### EXCERPTED DATA
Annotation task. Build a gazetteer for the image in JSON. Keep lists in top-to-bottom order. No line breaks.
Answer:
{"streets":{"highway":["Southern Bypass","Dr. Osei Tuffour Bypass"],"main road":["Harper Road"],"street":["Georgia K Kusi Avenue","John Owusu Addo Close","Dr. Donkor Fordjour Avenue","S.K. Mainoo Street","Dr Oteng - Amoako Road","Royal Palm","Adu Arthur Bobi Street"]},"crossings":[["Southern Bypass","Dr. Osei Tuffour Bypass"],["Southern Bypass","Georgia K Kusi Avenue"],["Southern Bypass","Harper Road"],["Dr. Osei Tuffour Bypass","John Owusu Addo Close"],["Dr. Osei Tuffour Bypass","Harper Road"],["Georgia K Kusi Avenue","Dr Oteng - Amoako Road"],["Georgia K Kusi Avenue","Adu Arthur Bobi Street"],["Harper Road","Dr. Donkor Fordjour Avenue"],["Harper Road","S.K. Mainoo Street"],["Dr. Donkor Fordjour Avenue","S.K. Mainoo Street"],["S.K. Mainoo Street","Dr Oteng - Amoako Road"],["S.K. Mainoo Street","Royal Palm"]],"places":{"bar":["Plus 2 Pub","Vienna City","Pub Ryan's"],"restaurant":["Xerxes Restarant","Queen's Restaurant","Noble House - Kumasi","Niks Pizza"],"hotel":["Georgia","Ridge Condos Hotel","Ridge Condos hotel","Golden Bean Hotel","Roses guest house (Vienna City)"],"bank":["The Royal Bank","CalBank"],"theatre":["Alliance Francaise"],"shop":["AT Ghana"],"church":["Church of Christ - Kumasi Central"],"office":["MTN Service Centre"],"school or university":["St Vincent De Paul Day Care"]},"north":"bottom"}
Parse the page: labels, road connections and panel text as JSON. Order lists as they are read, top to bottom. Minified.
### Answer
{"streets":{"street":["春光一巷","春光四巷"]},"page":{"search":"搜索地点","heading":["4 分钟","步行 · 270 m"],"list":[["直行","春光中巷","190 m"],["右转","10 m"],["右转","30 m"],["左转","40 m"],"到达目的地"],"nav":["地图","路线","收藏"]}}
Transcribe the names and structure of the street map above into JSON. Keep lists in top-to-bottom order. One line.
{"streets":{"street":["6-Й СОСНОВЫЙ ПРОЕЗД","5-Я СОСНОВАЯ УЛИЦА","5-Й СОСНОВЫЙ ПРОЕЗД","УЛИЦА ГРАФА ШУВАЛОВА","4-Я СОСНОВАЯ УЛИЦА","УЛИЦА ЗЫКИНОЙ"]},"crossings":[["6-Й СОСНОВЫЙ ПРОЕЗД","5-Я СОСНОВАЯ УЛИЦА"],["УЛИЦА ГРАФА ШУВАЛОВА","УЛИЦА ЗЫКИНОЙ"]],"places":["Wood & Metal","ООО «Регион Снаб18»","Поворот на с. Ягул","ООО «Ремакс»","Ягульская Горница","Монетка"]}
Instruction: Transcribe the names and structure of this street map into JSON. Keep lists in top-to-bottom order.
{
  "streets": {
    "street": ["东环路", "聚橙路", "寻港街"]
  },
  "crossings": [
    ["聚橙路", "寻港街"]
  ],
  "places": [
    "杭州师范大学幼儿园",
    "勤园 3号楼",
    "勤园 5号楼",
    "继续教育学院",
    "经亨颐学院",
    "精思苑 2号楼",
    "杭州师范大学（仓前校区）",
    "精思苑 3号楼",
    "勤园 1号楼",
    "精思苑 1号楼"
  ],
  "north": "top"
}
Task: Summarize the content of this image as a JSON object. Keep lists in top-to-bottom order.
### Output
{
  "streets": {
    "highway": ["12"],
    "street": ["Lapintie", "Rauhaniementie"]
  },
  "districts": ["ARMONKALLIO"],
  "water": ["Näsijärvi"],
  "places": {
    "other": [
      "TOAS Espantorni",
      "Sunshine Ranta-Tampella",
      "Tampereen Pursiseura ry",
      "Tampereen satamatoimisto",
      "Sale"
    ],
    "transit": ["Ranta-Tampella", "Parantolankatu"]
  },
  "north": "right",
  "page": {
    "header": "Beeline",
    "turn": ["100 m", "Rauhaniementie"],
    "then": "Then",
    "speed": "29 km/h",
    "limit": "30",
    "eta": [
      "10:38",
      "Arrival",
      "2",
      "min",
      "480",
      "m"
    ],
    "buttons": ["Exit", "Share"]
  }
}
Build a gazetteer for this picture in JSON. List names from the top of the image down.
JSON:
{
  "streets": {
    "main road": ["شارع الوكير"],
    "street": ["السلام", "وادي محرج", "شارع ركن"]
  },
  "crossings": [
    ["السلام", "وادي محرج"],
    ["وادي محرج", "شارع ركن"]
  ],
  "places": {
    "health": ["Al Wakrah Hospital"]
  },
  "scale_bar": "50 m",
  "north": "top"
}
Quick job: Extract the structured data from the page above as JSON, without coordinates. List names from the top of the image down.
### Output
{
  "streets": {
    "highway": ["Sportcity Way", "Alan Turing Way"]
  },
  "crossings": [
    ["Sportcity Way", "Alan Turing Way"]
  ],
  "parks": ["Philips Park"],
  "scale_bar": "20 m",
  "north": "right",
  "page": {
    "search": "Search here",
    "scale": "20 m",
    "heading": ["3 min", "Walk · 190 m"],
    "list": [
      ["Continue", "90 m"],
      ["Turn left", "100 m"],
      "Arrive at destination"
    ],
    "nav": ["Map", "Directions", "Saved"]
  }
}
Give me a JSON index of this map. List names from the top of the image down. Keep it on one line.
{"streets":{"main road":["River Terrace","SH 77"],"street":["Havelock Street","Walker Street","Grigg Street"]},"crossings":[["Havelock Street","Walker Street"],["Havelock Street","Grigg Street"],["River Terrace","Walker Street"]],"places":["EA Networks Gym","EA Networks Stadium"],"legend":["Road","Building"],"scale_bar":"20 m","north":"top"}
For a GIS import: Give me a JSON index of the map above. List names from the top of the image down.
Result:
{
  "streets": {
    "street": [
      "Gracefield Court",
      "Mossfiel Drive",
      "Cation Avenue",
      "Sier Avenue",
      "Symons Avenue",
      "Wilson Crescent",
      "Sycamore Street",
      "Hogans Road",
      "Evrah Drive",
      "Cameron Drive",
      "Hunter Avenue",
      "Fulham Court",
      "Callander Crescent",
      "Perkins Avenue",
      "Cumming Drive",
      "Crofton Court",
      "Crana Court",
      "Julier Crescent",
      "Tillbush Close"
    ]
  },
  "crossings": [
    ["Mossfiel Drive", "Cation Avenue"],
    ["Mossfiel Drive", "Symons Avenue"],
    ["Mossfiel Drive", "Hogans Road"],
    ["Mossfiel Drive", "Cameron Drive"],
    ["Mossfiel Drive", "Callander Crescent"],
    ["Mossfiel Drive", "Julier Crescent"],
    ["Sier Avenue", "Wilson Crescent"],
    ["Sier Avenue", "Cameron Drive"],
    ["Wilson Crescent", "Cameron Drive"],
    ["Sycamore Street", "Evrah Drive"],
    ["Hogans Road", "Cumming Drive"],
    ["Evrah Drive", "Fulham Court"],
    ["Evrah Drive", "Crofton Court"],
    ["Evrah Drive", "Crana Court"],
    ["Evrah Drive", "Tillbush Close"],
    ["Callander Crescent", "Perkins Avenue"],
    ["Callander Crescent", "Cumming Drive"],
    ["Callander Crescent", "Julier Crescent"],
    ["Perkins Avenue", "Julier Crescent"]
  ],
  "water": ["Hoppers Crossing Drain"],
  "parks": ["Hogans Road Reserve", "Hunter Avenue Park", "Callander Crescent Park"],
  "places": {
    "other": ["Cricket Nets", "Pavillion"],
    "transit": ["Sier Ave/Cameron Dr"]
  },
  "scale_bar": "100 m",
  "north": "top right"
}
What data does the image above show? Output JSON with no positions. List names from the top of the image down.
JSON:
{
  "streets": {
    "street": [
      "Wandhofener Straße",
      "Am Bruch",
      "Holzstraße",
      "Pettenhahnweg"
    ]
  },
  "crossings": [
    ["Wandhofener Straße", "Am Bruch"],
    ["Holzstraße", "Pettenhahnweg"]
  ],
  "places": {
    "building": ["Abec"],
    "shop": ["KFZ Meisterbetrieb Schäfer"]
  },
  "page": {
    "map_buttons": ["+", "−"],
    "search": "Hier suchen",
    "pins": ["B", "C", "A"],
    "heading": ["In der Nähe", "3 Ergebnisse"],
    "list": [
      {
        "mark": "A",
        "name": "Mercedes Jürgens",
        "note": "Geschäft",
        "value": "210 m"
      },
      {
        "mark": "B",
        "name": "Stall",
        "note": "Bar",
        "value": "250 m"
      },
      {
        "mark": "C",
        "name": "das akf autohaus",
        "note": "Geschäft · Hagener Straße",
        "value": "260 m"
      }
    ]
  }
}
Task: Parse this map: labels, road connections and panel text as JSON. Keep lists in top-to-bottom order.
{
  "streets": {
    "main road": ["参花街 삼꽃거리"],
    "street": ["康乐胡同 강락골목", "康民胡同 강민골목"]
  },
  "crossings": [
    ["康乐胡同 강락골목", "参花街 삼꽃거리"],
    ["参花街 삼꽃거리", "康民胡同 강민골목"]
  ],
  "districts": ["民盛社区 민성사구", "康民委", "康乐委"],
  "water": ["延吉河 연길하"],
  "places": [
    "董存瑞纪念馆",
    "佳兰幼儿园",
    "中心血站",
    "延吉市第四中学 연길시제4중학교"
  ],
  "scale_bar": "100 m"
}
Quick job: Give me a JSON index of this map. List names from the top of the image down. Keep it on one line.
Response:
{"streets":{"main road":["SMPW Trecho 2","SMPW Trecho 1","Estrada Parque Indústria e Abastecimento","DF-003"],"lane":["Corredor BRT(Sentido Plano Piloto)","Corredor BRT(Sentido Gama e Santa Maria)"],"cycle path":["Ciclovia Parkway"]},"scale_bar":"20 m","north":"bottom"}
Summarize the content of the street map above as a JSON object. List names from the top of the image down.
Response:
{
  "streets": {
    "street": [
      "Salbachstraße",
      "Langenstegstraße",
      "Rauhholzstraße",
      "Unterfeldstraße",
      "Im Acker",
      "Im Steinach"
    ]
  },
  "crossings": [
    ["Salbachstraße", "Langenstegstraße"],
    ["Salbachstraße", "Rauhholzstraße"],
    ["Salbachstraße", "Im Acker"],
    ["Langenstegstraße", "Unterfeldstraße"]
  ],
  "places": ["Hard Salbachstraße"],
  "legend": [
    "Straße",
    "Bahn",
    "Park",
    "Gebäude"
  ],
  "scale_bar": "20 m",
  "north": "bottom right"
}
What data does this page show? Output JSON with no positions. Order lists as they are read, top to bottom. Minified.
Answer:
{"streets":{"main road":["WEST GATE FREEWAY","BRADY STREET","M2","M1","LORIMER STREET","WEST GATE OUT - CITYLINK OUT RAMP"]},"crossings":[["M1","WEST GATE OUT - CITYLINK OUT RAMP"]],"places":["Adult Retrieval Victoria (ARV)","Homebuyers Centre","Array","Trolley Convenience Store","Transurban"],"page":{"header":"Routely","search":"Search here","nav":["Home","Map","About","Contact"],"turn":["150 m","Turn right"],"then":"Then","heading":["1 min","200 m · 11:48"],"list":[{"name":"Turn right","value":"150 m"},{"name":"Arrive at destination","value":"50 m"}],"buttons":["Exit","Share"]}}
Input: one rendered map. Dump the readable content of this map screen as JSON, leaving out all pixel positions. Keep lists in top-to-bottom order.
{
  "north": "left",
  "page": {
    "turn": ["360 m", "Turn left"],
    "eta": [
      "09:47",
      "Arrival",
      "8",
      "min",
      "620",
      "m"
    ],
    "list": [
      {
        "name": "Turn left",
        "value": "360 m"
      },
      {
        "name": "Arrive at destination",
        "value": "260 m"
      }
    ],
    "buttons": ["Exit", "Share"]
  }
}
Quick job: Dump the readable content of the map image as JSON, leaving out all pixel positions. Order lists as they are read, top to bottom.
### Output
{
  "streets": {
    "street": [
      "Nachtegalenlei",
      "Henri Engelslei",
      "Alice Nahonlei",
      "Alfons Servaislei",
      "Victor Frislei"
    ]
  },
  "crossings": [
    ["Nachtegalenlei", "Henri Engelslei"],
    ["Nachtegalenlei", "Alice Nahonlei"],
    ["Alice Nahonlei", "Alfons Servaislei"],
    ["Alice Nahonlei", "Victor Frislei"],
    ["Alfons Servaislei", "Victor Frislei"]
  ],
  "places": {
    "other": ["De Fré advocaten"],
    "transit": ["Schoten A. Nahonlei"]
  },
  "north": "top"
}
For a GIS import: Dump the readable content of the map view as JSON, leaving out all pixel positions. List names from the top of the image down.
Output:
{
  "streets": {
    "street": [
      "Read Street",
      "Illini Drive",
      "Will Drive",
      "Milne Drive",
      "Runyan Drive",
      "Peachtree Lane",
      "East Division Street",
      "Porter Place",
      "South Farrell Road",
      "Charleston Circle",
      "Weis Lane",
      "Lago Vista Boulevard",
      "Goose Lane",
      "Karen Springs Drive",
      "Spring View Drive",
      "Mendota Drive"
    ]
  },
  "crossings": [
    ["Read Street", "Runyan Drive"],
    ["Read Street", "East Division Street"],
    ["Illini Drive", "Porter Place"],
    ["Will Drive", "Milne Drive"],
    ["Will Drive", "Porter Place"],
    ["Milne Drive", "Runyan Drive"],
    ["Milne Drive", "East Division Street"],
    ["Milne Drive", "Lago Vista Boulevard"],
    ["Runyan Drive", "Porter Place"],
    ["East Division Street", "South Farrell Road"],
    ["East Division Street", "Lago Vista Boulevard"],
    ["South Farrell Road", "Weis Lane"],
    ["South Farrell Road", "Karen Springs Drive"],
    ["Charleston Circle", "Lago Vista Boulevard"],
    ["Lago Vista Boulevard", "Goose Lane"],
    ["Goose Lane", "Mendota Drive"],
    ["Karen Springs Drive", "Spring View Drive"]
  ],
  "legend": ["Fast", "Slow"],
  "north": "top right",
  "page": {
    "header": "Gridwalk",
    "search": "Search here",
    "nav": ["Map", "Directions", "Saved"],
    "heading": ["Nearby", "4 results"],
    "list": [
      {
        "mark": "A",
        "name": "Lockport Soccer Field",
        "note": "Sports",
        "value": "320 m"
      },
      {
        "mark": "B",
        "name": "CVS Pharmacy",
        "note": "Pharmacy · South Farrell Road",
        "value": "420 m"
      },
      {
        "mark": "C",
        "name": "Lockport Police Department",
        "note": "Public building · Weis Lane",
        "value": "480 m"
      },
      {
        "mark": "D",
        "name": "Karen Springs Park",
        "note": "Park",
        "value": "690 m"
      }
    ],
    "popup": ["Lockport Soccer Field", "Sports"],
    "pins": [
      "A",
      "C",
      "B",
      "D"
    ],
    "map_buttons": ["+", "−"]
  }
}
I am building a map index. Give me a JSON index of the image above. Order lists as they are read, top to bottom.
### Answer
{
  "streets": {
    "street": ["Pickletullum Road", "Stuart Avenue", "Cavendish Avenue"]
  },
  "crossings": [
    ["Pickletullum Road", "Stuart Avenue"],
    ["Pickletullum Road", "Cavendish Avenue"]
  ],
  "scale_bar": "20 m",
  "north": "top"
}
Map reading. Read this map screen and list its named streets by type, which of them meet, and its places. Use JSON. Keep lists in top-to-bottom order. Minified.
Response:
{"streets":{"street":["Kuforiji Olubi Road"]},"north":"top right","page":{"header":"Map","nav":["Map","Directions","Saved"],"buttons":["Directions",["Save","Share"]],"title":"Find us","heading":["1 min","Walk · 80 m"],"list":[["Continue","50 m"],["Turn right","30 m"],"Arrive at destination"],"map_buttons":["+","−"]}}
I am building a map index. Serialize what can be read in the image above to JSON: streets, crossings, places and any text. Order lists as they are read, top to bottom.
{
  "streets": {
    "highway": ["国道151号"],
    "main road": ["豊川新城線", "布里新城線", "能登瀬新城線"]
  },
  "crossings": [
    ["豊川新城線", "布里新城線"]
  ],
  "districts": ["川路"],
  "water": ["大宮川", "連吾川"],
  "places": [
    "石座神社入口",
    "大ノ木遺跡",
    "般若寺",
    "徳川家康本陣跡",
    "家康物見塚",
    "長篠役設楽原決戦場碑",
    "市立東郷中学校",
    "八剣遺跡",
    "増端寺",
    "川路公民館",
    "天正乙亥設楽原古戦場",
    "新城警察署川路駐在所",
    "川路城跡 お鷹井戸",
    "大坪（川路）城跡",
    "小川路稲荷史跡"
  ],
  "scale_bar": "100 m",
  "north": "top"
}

### TASK INSTRUCTIONS
Select and copy every line of the material that holds the string "Quick".

### RESPONSE AREA
Quick job: Extract the structured data from the page above as JSON, without coordinates. List names from the top of the image down.
Quick job: Give me a JSON index of this map. List names from the top of the image down. Keep it on one line.
Quick job: Dump the readable content of the map image as JSON, leaving out all pixel positions. Order lists as they are read, top to bottom.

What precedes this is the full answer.